Rebuild; Restore; Renew. That is the way, and that is the hope. No idea when it will happen, but until it does this will be a shame on our national conscience, for which someday we will eventually forgive. But not forget. May a dead city be reborn.

(Note: Do not know why I am feeling so personally affected here, as the above words suggest. But then I think about, as I have before, my father’s ancestors who came to Louisiana from Sicily and the Old Country back in the 1820s; and of my distant relatives living in Baton Rouge, thankfully far from the brunt of the damage. Never got to meet ‘em, though.)

An ugly myth has apparently circulated for awhile, in which the dastardly Army Corps of Engineers purposefully flooded the black Lower Ninth Ward, among other tall tales; I think that mirrors the story about the Maine’s sinking at the dastardly hands of wicked Spainards.

*Indeed the New York Times described the inaptly named Federal Emergency Management Agency (FEMA) as “an international symbol of dysfunction and incompetence,” and since the Katrina disaster “little has fundamentally changed” within its bureaucratic structure.

UPDATE: CNN reports, “Nationally, 67 percent of Americans disapprove of Bush’s handling of the Katrina disaster, according to an AP-Ipsos poll earlier this month.” This seems to match past poll results ever since the very beginning of the crisis.
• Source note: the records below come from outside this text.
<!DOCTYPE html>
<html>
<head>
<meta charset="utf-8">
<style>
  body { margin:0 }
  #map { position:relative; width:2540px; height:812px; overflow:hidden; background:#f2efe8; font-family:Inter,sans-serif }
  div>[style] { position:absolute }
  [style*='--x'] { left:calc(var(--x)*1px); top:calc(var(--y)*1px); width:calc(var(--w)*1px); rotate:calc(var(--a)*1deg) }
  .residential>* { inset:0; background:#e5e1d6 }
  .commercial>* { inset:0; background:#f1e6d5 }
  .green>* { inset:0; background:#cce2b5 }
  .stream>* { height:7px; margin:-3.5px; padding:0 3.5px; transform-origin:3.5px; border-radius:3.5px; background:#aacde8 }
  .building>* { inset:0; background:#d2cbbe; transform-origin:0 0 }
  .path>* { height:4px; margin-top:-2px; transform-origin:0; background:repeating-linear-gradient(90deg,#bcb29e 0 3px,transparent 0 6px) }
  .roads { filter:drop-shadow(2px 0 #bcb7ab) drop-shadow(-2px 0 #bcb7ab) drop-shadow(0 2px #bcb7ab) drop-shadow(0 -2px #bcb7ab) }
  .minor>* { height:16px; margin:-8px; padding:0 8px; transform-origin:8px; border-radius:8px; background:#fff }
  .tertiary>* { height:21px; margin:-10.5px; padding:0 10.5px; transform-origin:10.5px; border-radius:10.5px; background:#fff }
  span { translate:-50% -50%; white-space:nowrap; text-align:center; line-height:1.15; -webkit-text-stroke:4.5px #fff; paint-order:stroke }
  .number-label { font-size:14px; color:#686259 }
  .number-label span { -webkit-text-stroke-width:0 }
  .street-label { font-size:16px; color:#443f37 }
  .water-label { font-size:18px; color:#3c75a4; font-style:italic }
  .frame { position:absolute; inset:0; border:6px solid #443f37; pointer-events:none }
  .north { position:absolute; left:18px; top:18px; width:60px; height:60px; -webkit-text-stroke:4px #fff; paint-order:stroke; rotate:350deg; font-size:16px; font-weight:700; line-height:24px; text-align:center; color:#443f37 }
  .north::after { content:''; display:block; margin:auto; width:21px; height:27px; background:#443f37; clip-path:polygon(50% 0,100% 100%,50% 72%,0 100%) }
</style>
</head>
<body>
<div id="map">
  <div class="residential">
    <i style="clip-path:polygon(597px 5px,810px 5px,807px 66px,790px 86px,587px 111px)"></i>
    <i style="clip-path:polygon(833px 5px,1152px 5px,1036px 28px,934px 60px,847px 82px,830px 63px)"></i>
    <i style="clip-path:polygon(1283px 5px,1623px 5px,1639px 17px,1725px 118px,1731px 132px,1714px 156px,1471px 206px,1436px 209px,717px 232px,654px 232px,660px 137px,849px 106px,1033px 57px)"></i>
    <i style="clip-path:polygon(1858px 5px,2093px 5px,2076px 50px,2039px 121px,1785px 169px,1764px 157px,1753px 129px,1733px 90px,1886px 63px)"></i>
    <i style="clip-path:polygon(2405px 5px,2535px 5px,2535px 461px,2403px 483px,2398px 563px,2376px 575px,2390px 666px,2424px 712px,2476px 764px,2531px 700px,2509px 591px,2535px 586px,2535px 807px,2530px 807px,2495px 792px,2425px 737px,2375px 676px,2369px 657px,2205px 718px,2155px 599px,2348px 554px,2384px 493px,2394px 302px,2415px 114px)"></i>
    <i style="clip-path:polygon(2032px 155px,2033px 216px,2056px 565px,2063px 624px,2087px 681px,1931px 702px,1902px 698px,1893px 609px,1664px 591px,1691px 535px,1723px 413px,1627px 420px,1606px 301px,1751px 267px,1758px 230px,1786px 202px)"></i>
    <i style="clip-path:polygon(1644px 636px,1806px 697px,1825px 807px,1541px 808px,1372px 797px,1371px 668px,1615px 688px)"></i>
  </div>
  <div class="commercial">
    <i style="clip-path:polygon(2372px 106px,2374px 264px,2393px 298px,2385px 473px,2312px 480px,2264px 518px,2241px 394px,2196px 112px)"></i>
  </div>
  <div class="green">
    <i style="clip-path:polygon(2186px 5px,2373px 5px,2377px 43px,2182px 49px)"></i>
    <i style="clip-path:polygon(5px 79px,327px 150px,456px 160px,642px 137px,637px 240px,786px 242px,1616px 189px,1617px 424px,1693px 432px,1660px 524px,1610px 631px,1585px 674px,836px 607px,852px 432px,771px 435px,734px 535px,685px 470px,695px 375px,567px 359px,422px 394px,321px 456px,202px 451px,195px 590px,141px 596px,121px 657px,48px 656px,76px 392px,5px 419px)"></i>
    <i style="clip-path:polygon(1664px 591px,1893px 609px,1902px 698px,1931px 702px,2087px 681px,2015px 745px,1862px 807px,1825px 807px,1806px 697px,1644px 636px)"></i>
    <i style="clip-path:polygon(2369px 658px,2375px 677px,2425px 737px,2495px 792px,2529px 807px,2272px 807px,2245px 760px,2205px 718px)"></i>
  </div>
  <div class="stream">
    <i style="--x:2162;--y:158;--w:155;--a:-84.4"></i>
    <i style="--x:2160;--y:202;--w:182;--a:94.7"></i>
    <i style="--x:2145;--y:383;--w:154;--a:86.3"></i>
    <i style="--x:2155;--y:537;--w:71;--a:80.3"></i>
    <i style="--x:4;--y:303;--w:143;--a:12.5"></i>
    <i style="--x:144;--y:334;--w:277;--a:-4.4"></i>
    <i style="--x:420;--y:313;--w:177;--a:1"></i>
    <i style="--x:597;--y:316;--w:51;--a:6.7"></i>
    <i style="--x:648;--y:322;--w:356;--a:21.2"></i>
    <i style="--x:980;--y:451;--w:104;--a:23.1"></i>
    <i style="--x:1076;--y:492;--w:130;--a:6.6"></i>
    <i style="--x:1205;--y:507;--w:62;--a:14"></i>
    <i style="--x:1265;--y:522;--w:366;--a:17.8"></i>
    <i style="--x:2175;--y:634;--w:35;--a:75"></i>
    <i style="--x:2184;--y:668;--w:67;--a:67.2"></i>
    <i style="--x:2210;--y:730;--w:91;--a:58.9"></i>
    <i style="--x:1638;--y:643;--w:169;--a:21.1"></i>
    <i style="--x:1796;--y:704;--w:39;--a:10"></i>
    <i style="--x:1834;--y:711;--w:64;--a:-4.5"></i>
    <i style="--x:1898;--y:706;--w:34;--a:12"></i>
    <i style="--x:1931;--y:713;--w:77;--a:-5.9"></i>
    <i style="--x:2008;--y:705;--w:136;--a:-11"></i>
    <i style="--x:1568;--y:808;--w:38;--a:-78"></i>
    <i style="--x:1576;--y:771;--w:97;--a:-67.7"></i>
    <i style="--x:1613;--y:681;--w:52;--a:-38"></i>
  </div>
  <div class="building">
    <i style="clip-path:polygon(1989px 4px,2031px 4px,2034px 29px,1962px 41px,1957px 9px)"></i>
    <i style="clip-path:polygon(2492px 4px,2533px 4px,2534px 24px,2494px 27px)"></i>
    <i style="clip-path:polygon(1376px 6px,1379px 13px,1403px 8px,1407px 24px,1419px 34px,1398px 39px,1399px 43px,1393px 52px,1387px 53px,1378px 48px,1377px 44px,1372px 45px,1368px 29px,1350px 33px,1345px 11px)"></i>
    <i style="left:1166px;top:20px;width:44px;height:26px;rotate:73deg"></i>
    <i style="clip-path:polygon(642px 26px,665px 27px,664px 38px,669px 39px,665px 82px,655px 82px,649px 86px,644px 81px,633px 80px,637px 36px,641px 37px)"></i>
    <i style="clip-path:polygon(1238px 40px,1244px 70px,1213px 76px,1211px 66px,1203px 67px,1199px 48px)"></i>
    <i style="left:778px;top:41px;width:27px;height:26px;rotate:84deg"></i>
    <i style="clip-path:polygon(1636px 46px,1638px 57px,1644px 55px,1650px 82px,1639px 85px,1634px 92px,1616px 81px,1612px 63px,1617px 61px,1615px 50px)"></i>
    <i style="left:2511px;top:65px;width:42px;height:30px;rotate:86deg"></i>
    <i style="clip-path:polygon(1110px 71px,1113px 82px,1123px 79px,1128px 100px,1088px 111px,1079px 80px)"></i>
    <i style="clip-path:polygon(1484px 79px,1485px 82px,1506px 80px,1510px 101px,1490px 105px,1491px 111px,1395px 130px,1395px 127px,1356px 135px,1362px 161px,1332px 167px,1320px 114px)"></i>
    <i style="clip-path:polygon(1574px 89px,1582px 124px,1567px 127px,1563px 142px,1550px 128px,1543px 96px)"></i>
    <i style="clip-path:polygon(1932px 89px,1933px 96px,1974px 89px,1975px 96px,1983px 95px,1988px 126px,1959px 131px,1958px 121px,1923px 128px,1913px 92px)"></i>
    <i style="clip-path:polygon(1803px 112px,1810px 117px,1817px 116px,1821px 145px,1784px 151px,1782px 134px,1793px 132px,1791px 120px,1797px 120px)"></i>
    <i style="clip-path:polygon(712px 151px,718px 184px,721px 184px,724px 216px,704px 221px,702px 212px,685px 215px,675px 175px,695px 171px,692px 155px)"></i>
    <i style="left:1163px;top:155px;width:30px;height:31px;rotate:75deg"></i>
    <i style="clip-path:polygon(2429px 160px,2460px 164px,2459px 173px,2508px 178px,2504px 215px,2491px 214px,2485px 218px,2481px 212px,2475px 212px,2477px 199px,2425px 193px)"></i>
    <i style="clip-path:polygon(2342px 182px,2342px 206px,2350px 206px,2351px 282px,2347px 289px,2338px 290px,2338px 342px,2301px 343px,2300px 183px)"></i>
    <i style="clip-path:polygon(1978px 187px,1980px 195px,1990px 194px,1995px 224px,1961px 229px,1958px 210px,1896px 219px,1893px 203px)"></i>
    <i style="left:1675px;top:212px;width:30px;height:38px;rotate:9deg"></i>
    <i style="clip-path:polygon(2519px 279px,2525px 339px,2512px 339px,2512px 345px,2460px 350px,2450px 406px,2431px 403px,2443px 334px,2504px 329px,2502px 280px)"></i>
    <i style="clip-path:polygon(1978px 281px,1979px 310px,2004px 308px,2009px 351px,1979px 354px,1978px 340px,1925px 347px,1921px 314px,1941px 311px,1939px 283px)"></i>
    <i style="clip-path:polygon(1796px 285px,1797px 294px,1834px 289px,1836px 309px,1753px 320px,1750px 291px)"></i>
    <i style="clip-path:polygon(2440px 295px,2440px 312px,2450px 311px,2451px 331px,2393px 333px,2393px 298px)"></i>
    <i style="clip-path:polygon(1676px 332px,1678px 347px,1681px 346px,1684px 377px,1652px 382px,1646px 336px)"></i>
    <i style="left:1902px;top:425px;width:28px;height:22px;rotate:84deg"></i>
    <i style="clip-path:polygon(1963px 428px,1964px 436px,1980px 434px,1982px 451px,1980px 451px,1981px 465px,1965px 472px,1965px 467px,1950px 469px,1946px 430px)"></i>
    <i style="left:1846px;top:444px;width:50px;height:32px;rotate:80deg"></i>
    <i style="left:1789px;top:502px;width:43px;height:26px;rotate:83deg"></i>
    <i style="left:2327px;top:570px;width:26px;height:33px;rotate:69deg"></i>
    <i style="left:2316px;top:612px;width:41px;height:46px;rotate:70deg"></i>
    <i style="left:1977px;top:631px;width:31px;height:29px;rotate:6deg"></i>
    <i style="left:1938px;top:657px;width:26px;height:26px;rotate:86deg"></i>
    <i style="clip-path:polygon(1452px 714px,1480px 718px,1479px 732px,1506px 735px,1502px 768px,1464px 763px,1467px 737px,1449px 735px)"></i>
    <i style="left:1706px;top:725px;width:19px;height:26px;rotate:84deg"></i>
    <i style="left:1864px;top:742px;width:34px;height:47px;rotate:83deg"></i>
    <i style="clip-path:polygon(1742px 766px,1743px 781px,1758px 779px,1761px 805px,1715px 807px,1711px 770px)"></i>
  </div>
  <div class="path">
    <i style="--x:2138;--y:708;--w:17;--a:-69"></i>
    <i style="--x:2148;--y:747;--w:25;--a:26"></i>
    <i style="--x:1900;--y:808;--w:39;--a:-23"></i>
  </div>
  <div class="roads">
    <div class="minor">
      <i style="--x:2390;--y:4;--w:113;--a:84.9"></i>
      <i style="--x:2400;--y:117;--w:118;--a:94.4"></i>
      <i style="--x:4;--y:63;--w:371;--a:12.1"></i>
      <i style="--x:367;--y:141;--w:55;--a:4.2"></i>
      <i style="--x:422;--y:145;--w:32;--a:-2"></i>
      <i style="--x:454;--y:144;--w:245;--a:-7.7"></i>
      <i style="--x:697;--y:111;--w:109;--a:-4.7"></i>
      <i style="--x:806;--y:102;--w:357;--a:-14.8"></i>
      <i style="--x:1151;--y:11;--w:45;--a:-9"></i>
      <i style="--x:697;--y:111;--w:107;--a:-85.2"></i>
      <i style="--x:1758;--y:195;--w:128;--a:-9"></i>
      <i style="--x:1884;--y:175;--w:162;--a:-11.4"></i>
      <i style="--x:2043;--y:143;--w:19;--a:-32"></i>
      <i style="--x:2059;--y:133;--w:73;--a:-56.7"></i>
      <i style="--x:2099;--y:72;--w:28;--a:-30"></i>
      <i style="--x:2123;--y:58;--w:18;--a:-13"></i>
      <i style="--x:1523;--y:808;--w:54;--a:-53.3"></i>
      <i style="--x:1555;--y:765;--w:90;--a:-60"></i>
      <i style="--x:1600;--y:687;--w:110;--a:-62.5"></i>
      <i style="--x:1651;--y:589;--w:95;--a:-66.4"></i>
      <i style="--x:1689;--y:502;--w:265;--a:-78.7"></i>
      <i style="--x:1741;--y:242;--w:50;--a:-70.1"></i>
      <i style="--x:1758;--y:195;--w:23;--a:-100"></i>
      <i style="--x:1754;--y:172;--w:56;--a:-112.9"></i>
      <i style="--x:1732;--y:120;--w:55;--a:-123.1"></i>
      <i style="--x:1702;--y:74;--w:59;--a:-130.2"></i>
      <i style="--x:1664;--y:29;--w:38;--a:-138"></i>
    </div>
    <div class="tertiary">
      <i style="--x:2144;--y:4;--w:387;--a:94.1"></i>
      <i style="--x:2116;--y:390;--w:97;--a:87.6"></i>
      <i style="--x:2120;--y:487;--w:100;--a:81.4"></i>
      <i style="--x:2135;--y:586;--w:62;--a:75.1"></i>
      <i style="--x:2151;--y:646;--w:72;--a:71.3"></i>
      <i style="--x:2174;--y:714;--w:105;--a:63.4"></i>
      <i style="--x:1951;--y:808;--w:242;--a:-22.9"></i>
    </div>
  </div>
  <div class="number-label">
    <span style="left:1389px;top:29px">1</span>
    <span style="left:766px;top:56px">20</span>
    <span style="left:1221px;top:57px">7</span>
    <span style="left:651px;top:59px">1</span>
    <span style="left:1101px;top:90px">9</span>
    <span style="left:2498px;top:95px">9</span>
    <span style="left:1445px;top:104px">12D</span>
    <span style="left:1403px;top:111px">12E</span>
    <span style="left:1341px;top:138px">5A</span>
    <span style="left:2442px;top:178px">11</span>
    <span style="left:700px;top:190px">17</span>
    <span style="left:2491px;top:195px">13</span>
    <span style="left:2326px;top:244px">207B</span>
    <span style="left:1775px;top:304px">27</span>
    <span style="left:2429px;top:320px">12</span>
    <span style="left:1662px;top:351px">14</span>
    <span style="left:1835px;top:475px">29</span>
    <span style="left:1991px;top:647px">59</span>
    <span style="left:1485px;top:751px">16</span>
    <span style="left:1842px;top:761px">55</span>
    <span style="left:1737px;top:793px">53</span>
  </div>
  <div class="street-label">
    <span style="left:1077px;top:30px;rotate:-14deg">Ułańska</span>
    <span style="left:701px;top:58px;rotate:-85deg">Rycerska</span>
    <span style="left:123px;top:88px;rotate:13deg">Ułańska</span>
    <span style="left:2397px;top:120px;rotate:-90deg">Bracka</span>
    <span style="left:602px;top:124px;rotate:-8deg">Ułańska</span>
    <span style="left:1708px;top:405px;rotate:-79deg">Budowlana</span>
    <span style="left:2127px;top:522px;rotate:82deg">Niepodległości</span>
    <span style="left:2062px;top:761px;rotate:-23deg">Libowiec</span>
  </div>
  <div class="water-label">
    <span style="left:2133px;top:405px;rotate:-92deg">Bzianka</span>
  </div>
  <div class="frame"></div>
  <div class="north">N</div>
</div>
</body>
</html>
It adds, “The death toll in Louisiana from Katrina is close to 1,600, including nearly 300 who died in other states after fleeing from the hurricane” (Aug. 29, 2006). If I may, on top of the 2,600 brave souls who have perished in Iraq, the criminality and negligence of our government has topped bin Laden’s murder of 3,000 of our people by over one-third, whose fifth-year anniversary arrives soon.